# Man jumps off pier to save dog



## michellerobison (Dec 17, 2009)

I just found this and it's so heartwarming,I had to share it.
A man jumps off a pier in choppy water to save a Malt mix. It's a big link,I hope it works. You'll have to scroll down a ways for the story,but it's well worth it!

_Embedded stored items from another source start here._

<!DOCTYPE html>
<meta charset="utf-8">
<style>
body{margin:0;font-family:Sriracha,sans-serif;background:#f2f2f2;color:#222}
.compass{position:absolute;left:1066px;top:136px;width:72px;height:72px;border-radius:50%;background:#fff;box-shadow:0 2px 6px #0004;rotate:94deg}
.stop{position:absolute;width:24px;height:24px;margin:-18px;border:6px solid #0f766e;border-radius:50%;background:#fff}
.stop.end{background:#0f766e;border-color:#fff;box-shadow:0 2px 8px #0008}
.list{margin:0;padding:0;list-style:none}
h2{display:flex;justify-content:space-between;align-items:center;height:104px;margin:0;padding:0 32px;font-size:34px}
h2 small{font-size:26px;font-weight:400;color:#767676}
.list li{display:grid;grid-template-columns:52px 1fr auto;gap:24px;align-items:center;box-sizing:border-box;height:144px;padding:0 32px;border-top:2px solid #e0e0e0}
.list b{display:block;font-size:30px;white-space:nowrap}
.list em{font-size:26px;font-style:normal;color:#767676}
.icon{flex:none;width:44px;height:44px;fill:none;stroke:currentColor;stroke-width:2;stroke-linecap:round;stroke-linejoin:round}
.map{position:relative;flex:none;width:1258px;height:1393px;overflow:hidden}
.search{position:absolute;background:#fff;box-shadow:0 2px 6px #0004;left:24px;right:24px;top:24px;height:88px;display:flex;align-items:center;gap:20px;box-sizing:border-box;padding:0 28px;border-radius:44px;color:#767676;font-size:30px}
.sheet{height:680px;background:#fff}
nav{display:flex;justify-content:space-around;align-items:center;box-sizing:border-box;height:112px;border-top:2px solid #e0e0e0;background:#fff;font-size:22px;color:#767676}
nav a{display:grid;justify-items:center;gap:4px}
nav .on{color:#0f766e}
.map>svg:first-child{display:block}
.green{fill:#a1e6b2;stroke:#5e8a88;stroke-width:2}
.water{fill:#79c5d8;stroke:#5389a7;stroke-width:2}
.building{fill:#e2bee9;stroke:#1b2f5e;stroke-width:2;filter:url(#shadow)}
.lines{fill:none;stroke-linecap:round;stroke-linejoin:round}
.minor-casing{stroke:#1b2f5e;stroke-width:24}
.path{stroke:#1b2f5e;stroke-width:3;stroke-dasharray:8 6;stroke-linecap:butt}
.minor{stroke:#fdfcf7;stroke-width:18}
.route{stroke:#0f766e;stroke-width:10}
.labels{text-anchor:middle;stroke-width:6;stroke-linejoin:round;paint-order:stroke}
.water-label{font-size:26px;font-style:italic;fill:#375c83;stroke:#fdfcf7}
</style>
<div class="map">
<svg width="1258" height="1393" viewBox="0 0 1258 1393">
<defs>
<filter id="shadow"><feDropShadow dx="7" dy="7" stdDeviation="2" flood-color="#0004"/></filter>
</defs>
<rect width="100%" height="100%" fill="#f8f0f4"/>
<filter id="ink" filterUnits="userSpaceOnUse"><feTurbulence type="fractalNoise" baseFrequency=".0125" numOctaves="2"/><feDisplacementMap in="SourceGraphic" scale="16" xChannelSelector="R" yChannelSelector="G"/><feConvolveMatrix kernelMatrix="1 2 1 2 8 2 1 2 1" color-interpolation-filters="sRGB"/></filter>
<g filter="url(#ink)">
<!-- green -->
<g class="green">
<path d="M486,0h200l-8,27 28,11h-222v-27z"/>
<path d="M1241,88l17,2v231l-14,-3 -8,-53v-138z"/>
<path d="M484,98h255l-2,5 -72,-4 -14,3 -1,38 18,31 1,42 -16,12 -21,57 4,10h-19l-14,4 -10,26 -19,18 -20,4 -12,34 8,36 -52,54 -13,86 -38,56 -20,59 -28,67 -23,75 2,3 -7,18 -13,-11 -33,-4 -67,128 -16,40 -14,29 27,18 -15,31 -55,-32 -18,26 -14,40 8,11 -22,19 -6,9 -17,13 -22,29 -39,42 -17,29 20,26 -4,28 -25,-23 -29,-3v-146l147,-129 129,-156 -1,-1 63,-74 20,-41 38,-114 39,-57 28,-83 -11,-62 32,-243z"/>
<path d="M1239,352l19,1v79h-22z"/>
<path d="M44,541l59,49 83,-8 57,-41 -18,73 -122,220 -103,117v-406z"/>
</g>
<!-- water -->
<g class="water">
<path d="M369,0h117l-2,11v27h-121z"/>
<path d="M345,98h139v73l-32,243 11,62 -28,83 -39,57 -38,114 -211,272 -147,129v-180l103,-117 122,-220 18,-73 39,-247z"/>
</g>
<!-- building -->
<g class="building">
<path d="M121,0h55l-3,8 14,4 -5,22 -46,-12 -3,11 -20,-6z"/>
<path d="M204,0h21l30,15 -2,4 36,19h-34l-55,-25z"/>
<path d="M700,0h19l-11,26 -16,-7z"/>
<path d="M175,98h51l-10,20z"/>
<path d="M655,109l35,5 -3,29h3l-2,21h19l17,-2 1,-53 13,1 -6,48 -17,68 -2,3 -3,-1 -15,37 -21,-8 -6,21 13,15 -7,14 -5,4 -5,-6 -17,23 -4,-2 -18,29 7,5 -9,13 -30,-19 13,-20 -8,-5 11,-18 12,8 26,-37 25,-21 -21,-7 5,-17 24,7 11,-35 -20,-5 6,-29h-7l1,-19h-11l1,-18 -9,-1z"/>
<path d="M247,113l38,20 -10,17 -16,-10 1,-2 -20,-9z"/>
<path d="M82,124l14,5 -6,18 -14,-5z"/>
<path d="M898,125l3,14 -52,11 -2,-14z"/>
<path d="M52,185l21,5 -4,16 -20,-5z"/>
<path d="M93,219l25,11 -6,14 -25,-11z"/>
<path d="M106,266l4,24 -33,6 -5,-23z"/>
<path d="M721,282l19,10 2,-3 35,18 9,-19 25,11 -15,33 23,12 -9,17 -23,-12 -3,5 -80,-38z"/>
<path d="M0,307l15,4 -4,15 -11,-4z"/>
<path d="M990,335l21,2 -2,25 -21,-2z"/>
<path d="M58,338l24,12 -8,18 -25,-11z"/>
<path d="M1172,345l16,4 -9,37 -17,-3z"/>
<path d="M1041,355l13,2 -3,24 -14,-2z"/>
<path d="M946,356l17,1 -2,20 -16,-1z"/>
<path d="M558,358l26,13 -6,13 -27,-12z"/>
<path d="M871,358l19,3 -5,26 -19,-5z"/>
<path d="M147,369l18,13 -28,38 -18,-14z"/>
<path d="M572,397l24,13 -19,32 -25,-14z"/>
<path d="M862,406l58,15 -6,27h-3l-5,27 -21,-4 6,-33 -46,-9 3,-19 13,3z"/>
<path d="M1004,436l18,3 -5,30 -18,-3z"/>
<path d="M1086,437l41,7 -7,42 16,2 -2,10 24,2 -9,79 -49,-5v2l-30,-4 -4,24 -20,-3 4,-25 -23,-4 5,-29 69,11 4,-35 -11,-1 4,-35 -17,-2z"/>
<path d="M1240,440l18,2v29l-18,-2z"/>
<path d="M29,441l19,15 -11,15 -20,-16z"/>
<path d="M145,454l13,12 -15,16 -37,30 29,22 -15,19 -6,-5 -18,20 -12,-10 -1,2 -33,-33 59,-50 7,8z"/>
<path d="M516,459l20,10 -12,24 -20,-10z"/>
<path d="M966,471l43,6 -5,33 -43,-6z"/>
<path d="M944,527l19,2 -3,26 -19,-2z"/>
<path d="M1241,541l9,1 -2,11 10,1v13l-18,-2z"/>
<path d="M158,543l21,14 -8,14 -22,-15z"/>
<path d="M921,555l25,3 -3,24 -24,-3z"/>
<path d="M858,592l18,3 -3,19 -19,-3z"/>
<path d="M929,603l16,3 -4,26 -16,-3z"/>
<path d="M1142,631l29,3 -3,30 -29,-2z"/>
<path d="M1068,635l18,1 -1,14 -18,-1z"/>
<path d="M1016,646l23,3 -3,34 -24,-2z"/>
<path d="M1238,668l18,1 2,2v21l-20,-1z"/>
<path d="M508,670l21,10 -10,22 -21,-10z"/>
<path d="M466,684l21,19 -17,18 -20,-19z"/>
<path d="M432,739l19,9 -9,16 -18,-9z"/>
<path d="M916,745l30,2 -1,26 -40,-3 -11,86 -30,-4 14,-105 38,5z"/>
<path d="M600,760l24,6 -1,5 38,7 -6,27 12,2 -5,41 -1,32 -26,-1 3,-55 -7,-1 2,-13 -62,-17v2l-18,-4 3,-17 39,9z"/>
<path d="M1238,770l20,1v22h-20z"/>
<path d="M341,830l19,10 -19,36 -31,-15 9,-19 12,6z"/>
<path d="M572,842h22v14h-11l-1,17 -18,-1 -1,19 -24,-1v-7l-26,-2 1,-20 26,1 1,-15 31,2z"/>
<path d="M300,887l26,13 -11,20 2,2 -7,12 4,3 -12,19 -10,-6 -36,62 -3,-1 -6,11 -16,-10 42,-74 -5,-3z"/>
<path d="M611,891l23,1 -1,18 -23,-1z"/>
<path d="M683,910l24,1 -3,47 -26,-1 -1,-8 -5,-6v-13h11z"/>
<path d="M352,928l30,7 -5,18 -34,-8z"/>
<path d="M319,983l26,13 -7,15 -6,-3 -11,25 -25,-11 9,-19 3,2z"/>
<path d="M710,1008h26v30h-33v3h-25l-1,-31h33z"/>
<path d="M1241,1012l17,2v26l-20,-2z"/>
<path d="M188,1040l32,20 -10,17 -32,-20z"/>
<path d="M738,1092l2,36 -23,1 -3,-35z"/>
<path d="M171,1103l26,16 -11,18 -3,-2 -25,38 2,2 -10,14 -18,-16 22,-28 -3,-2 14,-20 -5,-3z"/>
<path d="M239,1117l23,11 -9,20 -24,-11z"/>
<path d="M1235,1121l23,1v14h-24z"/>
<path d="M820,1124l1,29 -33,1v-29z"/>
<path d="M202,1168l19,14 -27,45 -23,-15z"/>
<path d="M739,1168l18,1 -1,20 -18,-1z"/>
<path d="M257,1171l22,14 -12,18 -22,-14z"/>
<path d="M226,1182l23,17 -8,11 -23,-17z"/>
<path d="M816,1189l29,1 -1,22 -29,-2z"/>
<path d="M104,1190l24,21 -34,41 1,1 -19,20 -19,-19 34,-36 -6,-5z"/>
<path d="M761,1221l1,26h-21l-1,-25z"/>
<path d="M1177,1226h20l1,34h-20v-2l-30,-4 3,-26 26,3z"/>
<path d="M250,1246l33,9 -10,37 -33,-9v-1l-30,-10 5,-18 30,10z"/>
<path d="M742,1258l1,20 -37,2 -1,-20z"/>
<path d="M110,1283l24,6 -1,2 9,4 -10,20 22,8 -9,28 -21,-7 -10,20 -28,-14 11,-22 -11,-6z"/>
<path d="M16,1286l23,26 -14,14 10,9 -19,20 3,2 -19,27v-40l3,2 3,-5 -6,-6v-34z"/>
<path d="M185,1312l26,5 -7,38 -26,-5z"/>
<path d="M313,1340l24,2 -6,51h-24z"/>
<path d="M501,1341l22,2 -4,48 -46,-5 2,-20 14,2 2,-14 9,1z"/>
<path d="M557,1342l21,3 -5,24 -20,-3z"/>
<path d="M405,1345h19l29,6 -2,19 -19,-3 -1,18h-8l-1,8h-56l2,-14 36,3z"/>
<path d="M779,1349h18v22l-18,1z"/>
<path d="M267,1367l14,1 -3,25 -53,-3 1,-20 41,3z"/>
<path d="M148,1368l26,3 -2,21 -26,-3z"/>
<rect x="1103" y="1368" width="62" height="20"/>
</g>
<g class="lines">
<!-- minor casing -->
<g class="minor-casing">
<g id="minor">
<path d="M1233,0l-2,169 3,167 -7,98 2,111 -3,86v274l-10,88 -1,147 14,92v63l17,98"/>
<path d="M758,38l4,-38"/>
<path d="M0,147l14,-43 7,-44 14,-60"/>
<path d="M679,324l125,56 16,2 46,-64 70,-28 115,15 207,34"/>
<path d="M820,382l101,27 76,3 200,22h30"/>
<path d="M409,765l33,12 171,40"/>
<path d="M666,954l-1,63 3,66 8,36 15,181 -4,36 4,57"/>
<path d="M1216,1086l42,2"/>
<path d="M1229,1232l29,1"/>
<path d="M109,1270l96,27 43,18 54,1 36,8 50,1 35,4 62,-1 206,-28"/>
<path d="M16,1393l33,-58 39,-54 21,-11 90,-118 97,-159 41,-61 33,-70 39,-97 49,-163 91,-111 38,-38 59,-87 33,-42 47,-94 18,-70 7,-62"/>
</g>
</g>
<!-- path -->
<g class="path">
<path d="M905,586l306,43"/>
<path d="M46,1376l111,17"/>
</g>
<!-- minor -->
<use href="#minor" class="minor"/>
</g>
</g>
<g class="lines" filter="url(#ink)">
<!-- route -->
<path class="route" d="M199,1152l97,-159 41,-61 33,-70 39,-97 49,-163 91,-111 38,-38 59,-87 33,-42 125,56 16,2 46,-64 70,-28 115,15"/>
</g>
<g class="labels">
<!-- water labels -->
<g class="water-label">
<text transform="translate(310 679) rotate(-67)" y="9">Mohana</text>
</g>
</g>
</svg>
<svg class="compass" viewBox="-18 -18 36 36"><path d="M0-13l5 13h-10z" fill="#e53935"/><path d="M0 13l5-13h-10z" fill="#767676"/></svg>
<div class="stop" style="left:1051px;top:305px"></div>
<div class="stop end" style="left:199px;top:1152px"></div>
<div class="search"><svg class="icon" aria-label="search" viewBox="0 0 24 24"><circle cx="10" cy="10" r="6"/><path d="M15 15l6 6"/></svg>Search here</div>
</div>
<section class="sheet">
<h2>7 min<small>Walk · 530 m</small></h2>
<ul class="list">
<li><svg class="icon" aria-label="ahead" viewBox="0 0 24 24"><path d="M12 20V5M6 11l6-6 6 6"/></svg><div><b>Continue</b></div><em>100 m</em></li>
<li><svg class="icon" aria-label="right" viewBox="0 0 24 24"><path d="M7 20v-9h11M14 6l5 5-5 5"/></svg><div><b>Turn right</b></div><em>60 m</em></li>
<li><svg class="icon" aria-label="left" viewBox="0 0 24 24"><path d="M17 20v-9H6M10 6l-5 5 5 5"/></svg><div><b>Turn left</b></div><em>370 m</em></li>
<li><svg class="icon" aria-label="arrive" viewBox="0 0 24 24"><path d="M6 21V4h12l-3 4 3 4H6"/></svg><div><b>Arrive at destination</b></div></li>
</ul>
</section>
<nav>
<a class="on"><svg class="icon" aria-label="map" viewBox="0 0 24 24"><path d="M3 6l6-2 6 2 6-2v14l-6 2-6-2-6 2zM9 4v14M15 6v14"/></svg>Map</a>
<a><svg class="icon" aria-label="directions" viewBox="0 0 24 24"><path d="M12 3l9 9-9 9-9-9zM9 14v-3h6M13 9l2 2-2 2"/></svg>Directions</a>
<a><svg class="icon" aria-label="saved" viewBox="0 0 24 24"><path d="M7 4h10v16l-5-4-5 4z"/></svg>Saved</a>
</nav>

Google Image Result for http://used-outboard-motor.net/Guy_Jumps_Off_Pier_To_Save_Womans_Dog_0.jpg


----------



## Twinkle (Apr 24, 2010)

That is so sweet. I hope the doggie was okay. How did he get so far out in the ocean?!


----------



## maltlovereileen (Jan 19, 2009)

I remember seeing that.... so cool!!!!

He wasn't far out, Twinkle, he fell off the pier. His Mom was panicking and this total stranger jumped in and saved him...so heartwarming! LOVE happy endings!!!


----------



## Johita (Jul 10, 2009)

What a hero! This was very touching and I'm so glad Raden was there to help the poor little pup out.


----------



## Miss_Annie (Mar 3, 2010)

What a brave gentlemen! I wish there were more like him!


----------



## uniquelovdolce (Mar 10, 2010)

aww thats so sweet he was able to save the pup , great pics. thank god there are still kind ppl in the world.


----------



## michellerobison (Dec 17, 2009)

We all need a hero. A perfect stranger will jump into cold churning water to save a dog...strangers unite on this list to save fluffs and save their eyesight. Heros everywhere unite....
I just loved this story so much.I couldn't resist passing it on.I know I'd do the same thing,only the fluff might have to rescue me,I don't swim well....I can dog paddle though.....


----------



## Katkoota (Feb 18, 2006)

yeah! i remember this ^_^ I also love happy ending stories

hugs
Kat


----------



## Canada (Jun 4, 2009)

A real life Prince Charming! :wub2:


----------



## Rocky's Mom (Apr 10, 2010)

Oh how sweet....love the heartwarming story.


----------